## ACTIVITY
List all lines of the data that include the string "strokeStyle".

Start of MATERIAL TO PROCESS

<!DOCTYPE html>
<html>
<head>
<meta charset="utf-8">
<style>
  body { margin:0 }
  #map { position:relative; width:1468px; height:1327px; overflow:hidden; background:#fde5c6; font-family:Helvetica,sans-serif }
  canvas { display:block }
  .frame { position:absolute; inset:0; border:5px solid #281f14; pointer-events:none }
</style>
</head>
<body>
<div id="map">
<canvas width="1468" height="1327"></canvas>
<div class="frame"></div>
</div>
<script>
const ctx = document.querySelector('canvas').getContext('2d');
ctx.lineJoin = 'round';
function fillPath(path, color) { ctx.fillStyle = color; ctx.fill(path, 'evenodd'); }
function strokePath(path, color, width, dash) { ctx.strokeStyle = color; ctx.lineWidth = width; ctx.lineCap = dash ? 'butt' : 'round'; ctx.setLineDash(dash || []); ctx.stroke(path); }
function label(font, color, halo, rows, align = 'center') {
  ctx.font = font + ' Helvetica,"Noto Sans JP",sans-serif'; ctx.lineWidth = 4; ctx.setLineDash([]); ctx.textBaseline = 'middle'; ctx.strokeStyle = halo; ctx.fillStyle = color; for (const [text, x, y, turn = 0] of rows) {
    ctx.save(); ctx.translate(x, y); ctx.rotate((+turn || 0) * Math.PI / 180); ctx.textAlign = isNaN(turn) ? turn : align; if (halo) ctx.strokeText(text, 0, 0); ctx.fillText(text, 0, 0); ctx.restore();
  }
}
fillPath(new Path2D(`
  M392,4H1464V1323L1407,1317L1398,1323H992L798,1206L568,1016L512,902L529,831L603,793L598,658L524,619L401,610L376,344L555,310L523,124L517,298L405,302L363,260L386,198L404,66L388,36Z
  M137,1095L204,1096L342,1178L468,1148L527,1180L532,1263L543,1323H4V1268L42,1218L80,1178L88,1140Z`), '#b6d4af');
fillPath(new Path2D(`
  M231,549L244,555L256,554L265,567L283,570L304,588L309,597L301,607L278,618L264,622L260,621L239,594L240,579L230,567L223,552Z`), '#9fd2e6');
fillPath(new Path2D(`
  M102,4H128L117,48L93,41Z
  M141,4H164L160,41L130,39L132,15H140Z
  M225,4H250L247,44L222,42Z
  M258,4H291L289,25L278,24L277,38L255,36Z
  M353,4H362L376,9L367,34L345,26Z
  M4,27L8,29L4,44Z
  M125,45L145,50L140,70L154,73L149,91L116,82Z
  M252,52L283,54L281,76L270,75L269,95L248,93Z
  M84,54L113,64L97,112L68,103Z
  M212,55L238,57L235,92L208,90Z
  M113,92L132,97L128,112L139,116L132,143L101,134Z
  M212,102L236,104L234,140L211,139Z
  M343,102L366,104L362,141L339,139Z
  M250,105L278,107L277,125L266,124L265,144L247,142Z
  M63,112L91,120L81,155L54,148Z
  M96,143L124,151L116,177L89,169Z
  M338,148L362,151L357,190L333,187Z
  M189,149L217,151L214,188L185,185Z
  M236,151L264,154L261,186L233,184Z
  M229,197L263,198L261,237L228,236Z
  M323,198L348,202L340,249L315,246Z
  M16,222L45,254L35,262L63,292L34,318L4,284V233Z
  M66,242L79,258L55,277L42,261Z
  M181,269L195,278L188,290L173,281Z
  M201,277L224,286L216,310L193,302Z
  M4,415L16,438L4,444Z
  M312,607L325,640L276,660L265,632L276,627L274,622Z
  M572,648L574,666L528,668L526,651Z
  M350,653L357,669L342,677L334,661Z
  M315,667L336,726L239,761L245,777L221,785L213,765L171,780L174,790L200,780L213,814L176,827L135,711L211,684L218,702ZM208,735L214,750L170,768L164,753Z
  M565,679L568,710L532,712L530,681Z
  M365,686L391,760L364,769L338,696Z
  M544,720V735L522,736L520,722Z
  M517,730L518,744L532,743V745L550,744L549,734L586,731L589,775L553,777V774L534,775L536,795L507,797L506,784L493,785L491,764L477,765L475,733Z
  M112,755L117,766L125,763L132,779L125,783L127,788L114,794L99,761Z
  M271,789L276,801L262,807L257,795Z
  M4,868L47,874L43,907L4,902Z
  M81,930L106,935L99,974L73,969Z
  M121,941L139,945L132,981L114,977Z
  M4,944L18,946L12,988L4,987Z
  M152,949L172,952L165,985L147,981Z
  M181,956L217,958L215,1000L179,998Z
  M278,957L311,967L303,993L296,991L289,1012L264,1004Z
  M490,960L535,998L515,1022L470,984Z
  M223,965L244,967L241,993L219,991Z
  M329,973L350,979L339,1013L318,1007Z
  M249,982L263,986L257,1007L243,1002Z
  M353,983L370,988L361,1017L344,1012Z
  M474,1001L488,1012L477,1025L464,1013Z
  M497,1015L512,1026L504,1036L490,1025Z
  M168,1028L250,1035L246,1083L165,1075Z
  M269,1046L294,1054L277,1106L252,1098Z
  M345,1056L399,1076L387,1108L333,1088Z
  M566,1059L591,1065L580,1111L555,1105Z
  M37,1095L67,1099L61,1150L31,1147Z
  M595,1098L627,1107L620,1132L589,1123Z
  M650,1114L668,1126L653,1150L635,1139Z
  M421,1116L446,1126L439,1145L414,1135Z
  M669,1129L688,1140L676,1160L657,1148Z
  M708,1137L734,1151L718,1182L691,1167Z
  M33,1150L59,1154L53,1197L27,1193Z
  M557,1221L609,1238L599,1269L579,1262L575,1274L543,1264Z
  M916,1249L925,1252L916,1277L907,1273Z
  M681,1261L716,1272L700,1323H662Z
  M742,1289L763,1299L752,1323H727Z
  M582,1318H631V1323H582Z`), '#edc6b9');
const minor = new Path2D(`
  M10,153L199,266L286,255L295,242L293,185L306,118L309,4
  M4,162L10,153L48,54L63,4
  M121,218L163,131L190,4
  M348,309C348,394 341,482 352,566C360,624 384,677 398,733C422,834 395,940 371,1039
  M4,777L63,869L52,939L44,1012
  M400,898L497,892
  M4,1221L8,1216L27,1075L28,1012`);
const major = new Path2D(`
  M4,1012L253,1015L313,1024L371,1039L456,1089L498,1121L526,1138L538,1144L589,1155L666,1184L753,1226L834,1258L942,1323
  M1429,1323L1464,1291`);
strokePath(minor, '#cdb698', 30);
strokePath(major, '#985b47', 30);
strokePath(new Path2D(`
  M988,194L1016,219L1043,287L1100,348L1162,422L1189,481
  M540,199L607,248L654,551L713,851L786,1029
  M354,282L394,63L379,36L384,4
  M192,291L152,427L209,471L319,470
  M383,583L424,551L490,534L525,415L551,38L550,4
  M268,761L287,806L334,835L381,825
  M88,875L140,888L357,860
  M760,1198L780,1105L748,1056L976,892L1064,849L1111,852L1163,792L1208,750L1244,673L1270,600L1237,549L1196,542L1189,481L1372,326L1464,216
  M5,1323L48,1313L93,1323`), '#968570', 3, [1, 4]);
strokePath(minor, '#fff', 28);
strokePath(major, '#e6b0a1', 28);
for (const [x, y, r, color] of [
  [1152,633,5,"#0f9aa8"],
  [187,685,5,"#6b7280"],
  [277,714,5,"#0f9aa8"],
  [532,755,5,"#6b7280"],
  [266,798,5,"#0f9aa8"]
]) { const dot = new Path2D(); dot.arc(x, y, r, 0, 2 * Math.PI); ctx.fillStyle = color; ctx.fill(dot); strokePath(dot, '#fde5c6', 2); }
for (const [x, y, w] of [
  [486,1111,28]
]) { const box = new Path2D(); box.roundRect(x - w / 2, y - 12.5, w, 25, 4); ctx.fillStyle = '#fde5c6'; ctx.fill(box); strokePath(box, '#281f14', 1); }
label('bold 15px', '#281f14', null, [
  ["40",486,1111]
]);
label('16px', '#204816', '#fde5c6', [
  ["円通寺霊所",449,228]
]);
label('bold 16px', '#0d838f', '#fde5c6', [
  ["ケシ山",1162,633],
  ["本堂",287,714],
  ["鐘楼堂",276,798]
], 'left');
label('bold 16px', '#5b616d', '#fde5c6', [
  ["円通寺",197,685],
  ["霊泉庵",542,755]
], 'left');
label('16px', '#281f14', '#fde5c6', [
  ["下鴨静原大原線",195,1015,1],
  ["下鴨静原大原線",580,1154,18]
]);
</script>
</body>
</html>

End of MATERIAL TO PROCESS

## EXERCISE ANSWER
function strokePath(path, color, width, dash) { ctx.strokeStyle = color; ctx.lineWidth = width; ctx.lineCap = dash ? 'butt' : 'round'; ctx.setLineDash(dash || []); ctx.stroke(path); }
  ctx.font = font + ' Helvetica,"Noto Sans JP",sans-serif'; ctx.lineWidth = 4; ctx.setLineDash([]); ctx.textBaseline = 'middle'; ctx.strokeStyle = halo; ctx.fillStyle = color; for (const [text, x, y, turn = 0] of rows) {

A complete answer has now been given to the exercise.